- **DESCRIPTION OF THE TASK**: In the records that follow, find the line with "if (halo) g.strokeText(text, 0, 0);"; from there, retype every line exactly through the line with "const green = new", which also belongs to the answer.

- **Collected data**:
---------------

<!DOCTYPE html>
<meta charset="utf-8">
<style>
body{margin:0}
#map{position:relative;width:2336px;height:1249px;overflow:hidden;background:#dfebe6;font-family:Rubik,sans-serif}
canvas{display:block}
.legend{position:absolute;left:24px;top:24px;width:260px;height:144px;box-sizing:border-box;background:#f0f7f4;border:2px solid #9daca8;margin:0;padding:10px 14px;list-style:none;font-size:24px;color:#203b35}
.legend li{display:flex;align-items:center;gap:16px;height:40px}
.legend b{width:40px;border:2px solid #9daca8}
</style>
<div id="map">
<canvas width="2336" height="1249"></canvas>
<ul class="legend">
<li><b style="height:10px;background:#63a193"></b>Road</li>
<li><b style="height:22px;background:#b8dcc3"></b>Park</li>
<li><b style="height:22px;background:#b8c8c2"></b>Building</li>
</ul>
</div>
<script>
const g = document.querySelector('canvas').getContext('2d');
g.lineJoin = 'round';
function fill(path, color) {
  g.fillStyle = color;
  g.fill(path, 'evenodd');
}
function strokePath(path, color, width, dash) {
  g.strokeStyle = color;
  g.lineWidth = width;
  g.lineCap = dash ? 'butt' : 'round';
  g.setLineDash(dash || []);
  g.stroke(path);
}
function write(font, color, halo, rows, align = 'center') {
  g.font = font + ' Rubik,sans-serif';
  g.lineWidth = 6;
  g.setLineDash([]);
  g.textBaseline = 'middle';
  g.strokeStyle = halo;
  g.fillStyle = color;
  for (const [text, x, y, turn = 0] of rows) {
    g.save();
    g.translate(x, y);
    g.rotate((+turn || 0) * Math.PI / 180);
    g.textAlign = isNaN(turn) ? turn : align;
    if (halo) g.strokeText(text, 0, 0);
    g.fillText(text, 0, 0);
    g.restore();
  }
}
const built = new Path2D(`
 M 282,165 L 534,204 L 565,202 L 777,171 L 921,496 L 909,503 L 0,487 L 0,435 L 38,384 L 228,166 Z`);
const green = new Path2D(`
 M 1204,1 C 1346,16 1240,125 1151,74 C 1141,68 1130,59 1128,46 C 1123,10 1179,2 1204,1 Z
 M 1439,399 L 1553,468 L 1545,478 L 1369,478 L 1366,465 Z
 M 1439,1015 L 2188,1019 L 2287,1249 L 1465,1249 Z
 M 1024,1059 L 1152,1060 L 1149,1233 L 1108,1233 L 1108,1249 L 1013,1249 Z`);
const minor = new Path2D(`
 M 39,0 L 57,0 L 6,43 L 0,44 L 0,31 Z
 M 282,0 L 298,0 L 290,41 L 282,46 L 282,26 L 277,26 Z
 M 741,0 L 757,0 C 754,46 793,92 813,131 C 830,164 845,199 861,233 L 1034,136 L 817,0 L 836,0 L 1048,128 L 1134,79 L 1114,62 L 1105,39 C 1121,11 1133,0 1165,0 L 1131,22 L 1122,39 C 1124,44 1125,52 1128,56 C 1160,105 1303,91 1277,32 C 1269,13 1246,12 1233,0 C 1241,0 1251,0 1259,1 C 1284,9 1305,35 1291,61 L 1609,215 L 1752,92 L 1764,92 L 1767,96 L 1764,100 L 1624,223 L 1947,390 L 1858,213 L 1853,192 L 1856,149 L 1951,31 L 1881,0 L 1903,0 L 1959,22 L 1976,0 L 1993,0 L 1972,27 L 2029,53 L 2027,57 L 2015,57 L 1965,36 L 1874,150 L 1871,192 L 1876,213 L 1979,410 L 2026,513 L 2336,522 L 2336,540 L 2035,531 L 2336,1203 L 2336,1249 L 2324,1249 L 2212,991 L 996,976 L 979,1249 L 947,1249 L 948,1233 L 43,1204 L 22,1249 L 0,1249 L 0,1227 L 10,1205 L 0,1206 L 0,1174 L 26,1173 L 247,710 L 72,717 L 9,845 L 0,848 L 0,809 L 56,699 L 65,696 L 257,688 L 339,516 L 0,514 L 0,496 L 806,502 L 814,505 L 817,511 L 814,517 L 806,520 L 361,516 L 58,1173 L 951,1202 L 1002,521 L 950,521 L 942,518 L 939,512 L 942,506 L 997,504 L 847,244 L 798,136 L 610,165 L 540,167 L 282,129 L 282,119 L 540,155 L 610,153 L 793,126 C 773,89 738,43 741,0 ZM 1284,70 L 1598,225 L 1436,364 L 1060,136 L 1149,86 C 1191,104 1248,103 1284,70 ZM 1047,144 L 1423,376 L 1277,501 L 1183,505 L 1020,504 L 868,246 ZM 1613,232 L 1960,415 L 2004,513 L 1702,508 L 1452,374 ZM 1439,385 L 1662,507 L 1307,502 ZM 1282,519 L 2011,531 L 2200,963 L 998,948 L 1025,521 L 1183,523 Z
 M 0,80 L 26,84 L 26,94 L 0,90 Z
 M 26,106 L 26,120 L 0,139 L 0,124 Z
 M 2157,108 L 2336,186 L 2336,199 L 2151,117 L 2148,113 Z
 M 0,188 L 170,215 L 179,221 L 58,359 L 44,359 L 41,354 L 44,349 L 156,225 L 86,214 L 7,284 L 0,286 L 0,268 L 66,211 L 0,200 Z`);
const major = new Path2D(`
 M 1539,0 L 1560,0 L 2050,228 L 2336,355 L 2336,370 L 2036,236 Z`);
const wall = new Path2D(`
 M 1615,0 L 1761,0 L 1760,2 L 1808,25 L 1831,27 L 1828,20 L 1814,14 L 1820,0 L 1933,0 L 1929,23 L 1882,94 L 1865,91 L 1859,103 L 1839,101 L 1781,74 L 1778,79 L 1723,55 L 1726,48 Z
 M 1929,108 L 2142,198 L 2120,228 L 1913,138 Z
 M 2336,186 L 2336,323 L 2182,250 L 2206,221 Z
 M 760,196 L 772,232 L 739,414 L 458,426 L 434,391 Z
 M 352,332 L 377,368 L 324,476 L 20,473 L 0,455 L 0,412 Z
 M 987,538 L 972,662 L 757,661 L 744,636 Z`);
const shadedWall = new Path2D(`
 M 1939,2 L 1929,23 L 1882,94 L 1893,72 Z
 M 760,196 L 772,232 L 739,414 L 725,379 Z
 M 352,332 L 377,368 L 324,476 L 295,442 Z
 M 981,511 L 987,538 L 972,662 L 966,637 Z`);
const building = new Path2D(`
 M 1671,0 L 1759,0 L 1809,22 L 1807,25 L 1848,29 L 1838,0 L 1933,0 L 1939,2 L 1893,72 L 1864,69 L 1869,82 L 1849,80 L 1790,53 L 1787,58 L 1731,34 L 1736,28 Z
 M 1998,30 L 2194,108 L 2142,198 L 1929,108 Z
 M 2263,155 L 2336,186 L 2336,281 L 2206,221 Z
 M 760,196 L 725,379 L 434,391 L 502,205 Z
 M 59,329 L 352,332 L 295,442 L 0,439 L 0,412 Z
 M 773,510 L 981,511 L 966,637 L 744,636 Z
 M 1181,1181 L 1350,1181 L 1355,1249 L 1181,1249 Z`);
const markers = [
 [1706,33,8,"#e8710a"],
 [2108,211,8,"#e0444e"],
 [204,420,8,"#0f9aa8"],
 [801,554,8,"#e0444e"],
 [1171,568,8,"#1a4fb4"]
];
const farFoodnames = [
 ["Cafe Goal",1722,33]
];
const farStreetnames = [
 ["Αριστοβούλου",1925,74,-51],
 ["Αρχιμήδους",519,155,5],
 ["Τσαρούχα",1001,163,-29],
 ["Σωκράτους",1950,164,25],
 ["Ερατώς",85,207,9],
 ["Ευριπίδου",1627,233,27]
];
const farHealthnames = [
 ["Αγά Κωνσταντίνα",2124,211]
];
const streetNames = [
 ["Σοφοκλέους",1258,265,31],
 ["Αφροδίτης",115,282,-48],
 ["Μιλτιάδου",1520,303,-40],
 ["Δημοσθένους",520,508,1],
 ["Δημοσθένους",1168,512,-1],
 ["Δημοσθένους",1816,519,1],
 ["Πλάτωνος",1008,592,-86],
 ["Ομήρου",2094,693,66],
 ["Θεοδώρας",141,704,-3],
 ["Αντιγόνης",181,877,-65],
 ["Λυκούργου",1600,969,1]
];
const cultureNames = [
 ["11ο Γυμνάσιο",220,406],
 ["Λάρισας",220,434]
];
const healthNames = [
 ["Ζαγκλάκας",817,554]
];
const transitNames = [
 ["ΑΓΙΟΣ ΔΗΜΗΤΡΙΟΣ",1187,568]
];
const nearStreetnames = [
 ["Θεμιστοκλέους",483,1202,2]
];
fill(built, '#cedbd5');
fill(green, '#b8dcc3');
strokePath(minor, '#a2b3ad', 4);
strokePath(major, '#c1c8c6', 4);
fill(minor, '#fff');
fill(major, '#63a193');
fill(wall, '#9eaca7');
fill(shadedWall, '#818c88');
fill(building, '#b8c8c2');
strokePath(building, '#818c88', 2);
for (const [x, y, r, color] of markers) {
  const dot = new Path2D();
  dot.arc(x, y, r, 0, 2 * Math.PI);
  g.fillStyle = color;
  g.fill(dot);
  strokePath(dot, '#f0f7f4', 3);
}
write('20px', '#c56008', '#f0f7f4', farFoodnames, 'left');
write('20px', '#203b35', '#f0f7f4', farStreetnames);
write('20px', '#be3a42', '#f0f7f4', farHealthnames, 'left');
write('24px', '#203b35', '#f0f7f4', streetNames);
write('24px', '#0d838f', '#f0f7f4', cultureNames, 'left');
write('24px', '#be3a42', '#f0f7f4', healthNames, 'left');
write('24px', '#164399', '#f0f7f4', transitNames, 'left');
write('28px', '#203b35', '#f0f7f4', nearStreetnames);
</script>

---------------

- **RESPONSE TO THIS TASK**:
    if (halo) g.strokeText(text, 0, 0);
    g.fillText(text, 0, 0);
    g.restore();
  }
}
const built = new Path2D(`
 M 282,165 L 534,204 L 565,202 L 777,171 L 921,496 L 909,503 L 0,487 L 0,435 L 38,384 L 228,166 Z`);
const green = new Path2D(`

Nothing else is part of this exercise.